Retro-miRs are highly or majorly transcribed in cancer tissues
Our previous results (Fig. 4D) prompted us to study the expression of these retro-miRs in cancer tissues. Using short RNA-seq data available in TCGA [31], we expressed mature retro-miRs in 10 solid tumors. Their normal counterpart tissues were used as controls due to the relatively limited number of normal samples. Overall, this investigation revealed that retro-miRs have distinct and high expression levels in cancer (Fig. 5). Specifically, miR-10527-5p, miR-3654, miR-4444, miR-4788, and miR-1244 were highly expressed in cancer tissues but were also expressed in several normal tissues (Fig. 5). Interestingly, miR-10527-5p was highly expressed in tumors, although it was not expressed in normal samples or cell lines (Fig. 3). Remarkably, five retro-miRs emerged as putative tumor biomarkers because they presented a very low (or absent) expression in normal samples and consistent expression in cancer. Notably, two retro-miRs (miR-622 and miR-492) were exclusively expressed in seven cancer types each: BRCA (miR-622), COAD (miR-622 and miR-492), LUAD (miR-622), PAAD (miR-622 and miR-492), PRAD (miR-622 and miR-492), STAD (miR-492), and THCA (miR-492) (Fig. 5). Two mature miRNAs from the same precursor (miR-7161), miR-7161-3p and miR-7161-5p, were also exclusively expressed in six cancer types: BRCA (miR-7161-3p and miR-7161-5p), COAD (miR-7161-3p), LUAD (miR-7161-3p), LIHC (miR-7161-5p), PAAD (miR-7161-3p and miR-7161-5p), and PRAD (miR-7161-3p). Finally, miR-4426 was found to be expressed exclusively in BRCA, COAD, KIRC, and PAAD.
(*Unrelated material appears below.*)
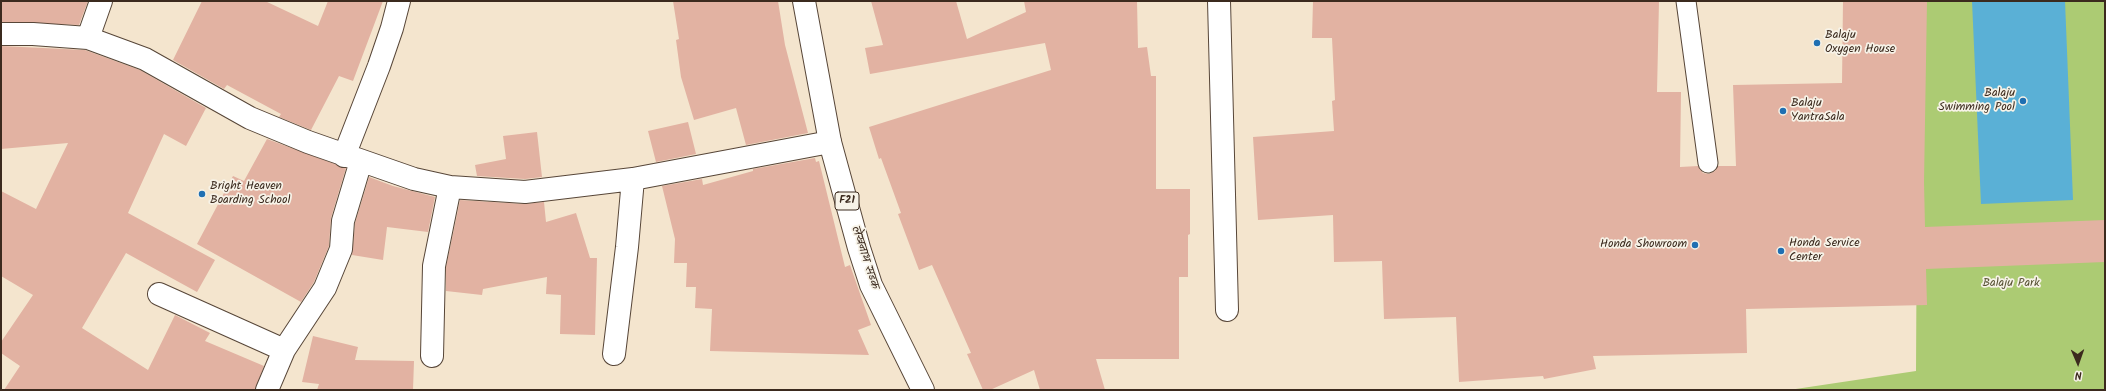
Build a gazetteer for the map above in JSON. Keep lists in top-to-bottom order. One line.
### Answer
{"streets":{"street":["F21","लेखनाथ सडक"]},"parks":["Balaju Park"],"places":["Balaju Oxygen House","Balaju Swimming Pool","Balaju YantraSala","Bright Heaven Boarding School","Honda Showroom","Honda Service Center"],"north":"bottom"}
Taken together, these results indicate that retro-miRs are highly expressed in cancer, with some retro-miRs presenting a cancer-specific expression pattern and thus, their potential as tumor biomarkers should be further studied.
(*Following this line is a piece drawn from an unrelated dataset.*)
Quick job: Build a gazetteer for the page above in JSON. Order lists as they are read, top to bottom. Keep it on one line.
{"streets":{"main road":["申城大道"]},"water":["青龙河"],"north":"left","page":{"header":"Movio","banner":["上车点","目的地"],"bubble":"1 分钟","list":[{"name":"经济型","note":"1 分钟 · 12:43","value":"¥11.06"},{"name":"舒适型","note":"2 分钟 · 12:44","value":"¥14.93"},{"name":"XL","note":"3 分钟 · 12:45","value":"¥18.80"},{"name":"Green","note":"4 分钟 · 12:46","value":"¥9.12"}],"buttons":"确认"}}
Overall Survival based on groups of retro-miRs in TCGA samples
Having confirmed the high and distinct expression of retro-miRs in cancer, we sought to determine whether these miRNAs have prognostic value in the overall survival of patients with cancer. To assess this, we used Reboot [32], an algorithm that identifies gene signatures (including those of miRNAs) associated with cancer patient prognosis. Using this strategy in approximately 8000 samples from 10 cancer types presenting with overall survival (OS) data, we found two signatures with prognostic value: a signature with two retro-miRs (Fig. 6A-B) in liver hepatocellular carcinoma (LICH) and another with three retro-miRs with prognostic value in STAD (Fig. 6C-D). In detail, Fig. 6A shows the overall survival curve of two sets of patients with LICH: patients with higher expression of miR-4444 and miR-3654 presented significantly (p-value < 0.0002) lower overall survival (e.g., overall survival of ~ 1650 days for 50% of patients) than patients with lower miR-4444 and miR-3654 expression (e.g., survival of ~ 2600 days (60% more) for 50% of patients). In patients with STAD, three retro-miRs (miR-622, miR-4788, and miR-4444) with high expression were associated with worse overall survival. Patients with a higher expression of these retro-miRs had a lower overall survival (~ 850 days for 50% of patients) than patients with a lower expression of these retro-miRs (~ 1300 days for 50% of patients). Thus, these data also show the prognostic value of these retro-miRs in LIHC and STAD and add a greater layer of functionality (which needs to be further explored) to these retrocopy-derived miRNAs.